§ **What the exercise asks**
Write out the entries below exactly. End with the line that contains "width:22px; height:22px; translate:-50%".
[Start of section]
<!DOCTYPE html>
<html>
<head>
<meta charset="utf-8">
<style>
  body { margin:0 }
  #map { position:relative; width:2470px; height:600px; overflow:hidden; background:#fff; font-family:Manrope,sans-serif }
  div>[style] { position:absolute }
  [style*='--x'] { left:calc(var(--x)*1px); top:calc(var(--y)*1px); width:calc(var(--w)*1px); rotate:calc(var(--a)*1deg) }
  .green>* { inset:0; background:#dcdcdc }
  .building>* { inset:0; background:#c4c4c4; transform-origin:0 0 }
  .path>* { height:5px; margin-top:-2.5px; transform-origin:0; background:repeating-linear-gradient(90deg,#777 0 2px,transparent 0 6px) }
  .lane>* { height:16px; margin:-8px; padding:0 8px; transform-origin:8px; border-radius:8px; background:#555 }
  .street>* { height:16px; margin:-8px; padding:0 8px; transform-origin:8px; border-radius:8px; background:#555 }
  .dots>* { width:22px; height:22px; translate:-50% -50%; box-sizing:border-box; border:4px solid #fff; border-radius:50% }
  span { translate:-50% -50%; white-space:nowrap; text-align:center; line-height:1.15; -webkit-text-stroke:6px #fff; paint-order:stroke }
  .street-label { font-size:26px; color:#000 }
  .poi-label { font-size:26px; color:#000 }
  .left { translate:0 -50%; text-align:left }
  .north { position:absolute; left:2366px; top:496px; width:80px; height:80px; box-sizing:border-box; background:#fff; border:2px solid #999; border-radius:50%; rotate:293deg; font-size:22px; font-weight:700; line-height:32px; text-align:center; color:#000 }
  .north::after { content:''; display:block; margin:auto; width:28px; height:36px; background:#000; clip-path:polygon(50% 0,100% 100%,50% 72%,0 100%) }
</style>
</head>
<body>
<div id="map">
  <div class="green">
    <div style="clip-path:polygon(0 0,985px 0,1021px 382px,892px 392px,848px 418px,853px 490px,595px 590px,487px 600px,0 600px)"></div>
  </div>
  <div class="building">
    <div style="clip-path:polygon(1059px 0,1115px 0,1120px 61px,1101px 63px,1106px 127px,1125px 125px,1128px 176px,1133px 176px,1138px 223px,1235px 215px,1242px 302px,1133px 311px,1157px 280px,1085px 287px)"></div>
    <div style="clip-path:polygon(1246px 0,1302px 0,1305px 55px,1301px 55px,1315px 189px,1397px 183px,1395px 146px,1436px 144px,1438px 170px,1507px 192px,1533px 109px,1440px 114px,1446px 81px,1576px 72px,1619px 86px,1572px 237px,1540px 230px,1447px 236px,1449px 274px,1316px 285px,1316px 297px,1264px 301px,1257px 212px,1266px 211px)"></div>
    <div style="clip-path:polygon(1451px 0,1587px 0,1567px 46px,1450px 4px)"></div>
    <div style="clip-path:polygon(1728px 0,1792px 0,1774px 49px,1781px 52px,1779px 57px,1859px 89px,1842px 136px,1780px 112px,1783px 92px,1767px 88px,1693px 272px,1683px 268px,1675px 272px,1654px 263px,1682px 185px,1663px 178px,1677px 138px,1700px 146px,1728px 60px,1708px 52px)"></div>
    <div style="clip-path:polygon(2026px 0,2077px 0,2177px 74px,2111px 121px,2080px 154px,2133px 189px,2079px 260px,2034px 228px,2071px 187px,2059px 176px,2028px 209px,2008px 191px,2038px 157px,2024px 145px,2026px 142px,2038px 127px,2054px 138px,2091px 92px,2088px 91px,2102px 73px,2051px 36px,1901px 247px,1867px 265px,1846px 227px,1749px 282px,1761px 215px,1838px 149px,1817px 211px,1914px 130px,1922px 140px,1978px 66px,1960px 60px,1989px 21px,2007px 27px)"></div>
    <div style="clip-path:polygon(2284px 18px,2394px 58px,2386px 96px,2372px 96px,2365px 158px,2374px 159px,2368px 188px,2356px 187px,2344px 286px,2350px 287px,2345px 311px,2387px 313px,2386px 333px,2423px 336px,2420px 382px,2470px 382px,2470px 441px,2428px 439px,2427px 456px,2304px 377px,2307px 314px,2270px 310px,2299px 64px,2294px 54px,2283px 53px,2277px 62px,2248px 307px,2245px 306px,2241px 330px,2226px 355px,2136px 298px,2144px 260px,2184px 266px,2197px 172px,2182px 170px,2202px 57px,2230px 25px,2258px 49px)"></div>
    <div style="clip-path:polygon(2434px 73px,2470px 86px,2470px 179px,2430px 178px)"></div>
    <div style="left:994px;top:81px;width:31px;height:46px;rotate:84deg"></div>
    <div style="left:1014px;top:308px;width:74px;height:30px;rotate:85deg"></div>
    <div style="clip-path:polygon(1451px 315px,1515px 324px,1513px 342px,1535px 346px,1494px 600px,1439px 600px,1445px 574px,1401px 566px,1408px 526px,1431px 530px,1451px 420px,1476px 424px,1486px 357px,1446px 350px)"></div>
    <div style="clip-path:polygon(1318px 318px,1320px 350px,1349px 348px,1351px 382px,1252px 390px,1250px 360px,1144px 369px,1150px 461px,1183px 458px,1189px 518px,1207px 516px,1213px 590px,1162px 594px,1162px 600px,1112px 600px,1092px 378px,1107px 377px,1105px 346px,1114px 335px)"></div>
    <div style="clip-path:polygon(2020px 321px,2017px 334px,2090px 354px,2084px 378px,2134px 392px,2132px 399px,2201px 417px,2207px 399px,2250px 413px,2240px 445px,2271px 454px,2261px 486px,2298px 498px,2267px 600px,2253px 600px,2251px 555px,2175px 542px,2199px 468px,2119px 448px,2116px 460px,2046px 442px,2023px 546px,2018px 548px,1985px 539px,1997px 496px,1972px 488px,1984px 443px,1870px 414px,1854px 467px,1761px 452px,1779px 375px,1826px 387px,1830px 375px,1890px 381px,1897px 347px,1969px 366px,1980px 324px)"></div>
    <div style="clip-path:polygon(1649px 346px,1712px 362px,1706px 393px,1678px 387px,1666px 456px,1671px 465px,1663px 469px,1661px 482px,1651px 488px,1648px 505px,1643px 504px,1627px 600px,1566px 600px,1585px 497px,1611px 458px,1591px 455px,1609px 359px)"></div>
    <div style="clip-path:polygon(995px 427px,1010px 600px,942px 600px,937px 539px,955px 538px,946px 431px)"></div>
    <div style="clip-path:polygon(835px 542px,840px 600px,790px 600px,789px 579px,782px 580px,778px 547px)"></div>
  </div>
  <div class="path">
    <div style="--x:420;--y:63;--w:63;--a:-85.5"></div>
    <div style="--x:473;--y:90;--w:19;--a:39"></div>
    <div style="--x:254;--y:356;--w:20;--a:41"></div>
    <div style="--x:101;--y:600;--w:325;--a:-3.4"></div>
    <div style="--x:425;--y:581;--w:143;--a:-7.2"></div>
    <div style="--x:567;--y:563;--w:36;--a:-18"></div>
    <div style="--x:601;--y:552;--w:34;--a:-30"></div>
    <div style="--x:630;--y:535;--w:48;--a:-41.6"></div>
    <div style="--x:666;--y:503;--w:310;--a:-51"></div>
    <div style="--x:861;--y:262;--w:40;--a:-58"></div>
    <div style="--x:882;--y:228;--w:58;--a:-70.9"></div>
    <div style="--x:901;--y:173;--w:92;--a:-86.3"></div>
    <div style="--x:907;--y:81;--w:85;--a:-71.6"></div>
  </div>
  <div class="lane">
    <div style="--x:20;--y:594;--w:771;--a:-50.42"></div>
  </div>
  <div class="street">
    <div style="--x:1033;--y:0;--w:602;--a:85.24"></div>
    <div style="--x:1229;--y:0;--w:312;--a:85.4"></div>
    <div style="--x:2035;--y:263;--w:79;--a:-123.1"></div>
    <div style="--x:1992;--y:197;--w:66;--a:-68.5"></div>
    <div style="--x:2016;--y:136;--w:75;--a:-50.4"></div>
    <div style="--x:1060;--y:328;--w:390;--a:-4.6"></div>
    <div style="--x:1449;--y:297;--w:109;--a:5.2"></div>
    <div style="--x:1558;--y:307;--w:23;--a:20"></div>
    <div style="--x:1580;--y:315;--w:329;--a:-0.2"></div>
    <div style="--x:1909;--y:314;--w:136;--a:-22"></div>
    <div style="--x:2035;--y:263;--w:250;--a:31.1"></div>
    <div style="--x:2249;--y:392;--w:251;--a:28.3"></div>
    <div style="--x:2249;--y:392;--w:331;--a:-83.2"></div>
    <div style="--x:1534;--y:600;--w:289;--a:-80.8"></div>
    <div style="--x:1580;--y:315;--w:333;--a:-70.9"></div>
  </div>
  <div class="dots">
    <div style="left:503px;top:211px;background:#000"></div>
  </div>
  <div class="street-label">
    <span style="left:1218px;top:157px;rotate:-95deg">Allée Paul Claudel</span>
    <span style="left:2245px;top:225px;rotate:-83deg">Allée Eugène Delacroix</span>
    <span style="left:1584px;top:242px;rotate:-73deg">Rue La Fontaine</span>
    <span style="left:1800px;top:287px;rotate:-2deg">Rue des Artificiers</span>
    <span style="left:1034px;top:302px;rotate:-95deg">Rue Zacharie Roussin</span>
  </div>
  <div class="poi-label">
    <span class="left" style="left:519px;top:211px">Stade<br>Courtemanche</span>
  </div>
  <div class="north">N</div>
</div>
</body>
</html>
[End of section]
§ **Written response**
<!DOCTYPE html>
<html>
<head>
<meta charset="utf-8">
<style>
  body { margin:0 }
  #map { position:relative; width:2470px; height:600px; overflow:hidden; background:#fff; font-family:Manrope,sans-serif }
  div>[style] { position:absolute }
  [style*='--x'] { left:calc(var(--x)*1px); top:calc(var(--y)*1px); width:calc(var(--w)*1px); rotate:calc(var(--a)*1deg) }
  .green>* { inset:0; background:#dcdcdc }
  .building>* { inset:0; background:#c4c4c4; transform-origin:0 0 }
  .path>* { height:5px; margin-top:-2.5px; transform-origin:0; background:repeating-linear-gradient(90deg,#777 0 2px,transparent 0 6px) }
  .lane>* { height:16px; margin:-8px; padding:0 8px; transform-origin:8px; border-radius:8px; background:#555 }
  .street>* { height:16px; margin:-8px; padding:0 8px; transform-origin:8px; border-radius:8px; background:#555 }
  .dots>* { width:22px; height:22px; translate:-50% -50%; box-sizing:border-box; border:4px solid #fff; border-radius:50% }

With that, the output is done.